** Opening Material provided block **

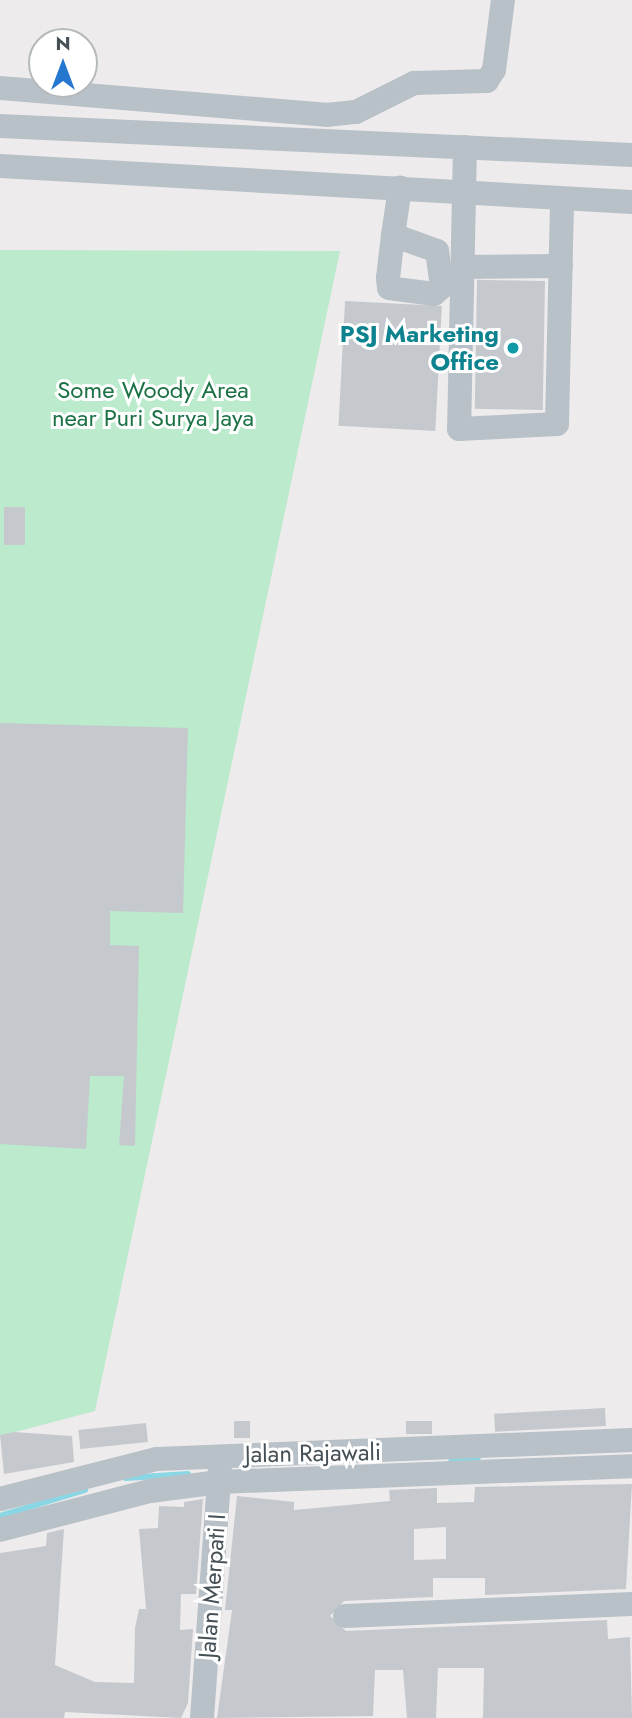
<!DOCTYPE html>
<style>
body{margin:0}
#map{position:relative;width:632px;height:1718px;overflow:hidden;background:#eeebec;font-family:Jost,sans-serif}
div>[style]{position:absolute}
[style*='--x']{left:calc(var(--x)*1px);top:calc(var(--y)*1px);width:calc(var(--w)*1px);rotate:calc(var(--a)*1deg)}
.green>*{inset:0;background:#bbeacc}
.stream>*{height:6px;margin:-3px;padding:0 3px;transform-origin:3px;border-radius:3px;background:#8bd6e4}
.building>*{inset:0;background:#c5c9ce;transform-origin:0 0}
.minor>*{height:24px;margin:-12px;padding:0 12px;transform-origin:12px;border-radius:12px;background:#b8c1c7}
.dots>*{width:19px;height:19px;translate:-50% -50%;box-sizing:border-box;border:4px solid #fff;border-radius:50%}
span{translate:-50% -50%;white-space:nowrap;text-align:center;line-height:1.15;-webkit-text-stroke:6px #fff;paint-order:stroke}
.culture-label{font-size:24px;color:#0d838f;font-weight:700}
.right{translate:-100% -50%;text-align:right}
.park-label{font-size:24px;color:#1c7244}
.street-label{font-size:24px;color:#455057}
.north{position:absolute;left:28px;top:28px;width:70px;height:70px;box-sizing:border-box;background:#fff;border:2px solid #b5b9bc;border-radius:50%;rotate:0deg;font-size:19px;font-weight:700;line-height:28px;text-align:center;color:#455057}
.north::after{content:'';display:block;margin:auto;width:24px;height:32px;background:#2577cf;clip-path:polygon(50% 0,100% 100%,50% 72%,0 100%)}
</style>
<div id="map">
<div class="green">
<div style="clip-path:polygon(0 250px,340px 251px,95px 1411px,0 1436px)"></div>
</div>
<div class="stream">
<div style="--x:451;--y:1462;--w:27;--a:-8"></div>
<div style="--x:126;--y:1478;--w:62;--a:-3.7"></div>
<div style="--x:0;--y:1516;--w:89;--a:-17"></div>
</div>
<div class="building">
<div style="left:545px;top:281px;width:129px;height:68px;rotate:91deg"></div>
<div style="left:345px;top:301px;width:97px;height:125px;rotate:3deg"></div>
<div style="left:4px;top:507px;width:21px;height:38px"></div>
<div style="clip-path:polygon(0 723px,188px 728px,183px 913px,110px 911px,110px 945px,139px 946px,135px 1146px,119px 1145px,124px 1076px,90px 1076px,86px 1149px,0 1144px)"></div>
<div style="left:605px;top:1408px;width:18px;height:111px;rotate:87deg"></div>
<div style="left:234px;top:1421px;width:16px;height:17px"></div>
<div style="left:406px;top:1421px;width:26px;height:13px"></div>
<div style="left:146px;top:1423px;width:19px;height:68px;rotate:84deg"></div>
<div style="clip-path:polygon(14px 1432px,72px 1436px,74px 1462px,4px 1474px,0 1435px)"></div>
<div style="clip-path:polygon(evenodd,632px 1484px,626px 1589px,485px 1595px,485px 1578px,433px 1578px,433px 1597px,344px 1601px,330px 1616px,346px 1631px,607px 1620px,608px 1639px,630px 1637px,632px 1718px,483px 1718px,484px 1668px,438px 1668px,436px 1718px,407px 1718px,403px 1670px,375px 1670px,373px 1716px,217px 1718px,232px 1610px,225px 1610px,237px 1496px,294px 1502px,294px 1510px,390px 1501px,389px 1490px,437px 1488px,437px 1503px,474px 1502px,475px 1487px,632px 1484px,446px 1527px,446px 1559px,414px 1560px,414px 1529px,446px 1527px)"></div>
<div style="clip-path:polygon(203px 1499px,196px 1594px,181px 1594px,180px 1630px,193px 1629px,188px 1703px,181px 1718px,65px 1712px,64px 1718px,0 1718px,0 1553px,46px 1546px,47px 1533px,64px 1529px,55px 1665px,95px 1682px,134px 1683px,135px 1628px,139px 1609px,146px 1609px,139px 1529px,158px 1528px,159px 1506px,184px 1507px,184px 1502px)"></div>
</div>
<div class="minor">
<div style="--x:0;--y:88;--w:327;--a:4.7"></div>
<div style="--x:326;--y:115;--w:30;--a:-6"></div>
<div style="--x:356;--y:112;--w:65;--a:-26.6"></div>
<div style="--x:414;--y:83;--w:73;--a:-1.6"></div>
<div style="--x:487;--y:81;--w:13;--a:-58"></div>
<div style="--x:494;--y:70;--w:71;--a:-82.7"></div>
<div style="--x:0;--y:126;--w:633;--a:2.63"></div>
<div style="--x:465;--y:147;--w:282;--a:91.2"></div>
<div style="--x:459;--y:429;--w:98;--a:-2.9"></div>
<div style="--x:557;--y:424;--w:223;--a:-88.7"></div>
<div style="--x:0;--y:166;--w:633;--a:3.26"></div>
<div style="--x:393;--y:235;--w:47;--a:20"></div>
<div style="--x:437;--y:251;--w:36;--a:82"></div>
<div style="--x:442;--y:287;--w:11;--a:139"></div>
<div style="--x:434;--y:294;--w:45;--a:-172.4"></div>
<div style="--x:389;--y:288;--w:10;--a:-96"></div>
<div style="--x:388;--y:278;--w:43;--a:-83.4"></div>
<div style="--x:393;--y:235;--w:48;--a:-81.5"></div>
<div style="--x:464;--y:267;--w:97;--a:-0.6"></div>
<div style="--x:0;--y:1499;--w:162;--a:-14.3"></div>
<div style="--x:157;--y:1459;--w:475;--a:-2.3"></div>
<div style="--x:0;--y:1530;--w:155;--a:-14.6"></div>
<div style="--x:150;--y:1491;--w:70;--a:-7.4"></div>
<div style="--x:219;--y:1482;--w:413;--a:-2.2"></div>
<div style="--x:345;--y:1616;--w:287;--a:-2.4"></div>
<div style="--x:202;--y:1718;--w:253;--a:-85.9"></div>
</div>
<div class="dots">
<div style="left:513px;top:348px;background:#0f9aa8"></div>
</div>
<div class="culture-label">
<span class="right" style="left:499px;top:348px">PSJ Marketing<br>Office</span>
</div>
<div class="park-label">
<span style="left:153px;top:404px">Some Woody Area<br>near Puri Surya Jaya</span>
</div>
<div class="street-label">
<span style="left:313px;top:1453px;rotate:-1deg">Jalan Rajawali</span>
<span style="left:212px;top:1586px;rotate:-86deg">Jalan Merpati I</span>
</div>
<div class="north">N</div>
</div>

** Closing Material provided block **

Which lines above carry the string "stream"? Copy those lines.

[Task answer]
.stream>*{height:6px;margin:-3px;padding:0 3px;transform-origin:3px;border-radius:3px;background:#8bd6e4}
<div class="stream">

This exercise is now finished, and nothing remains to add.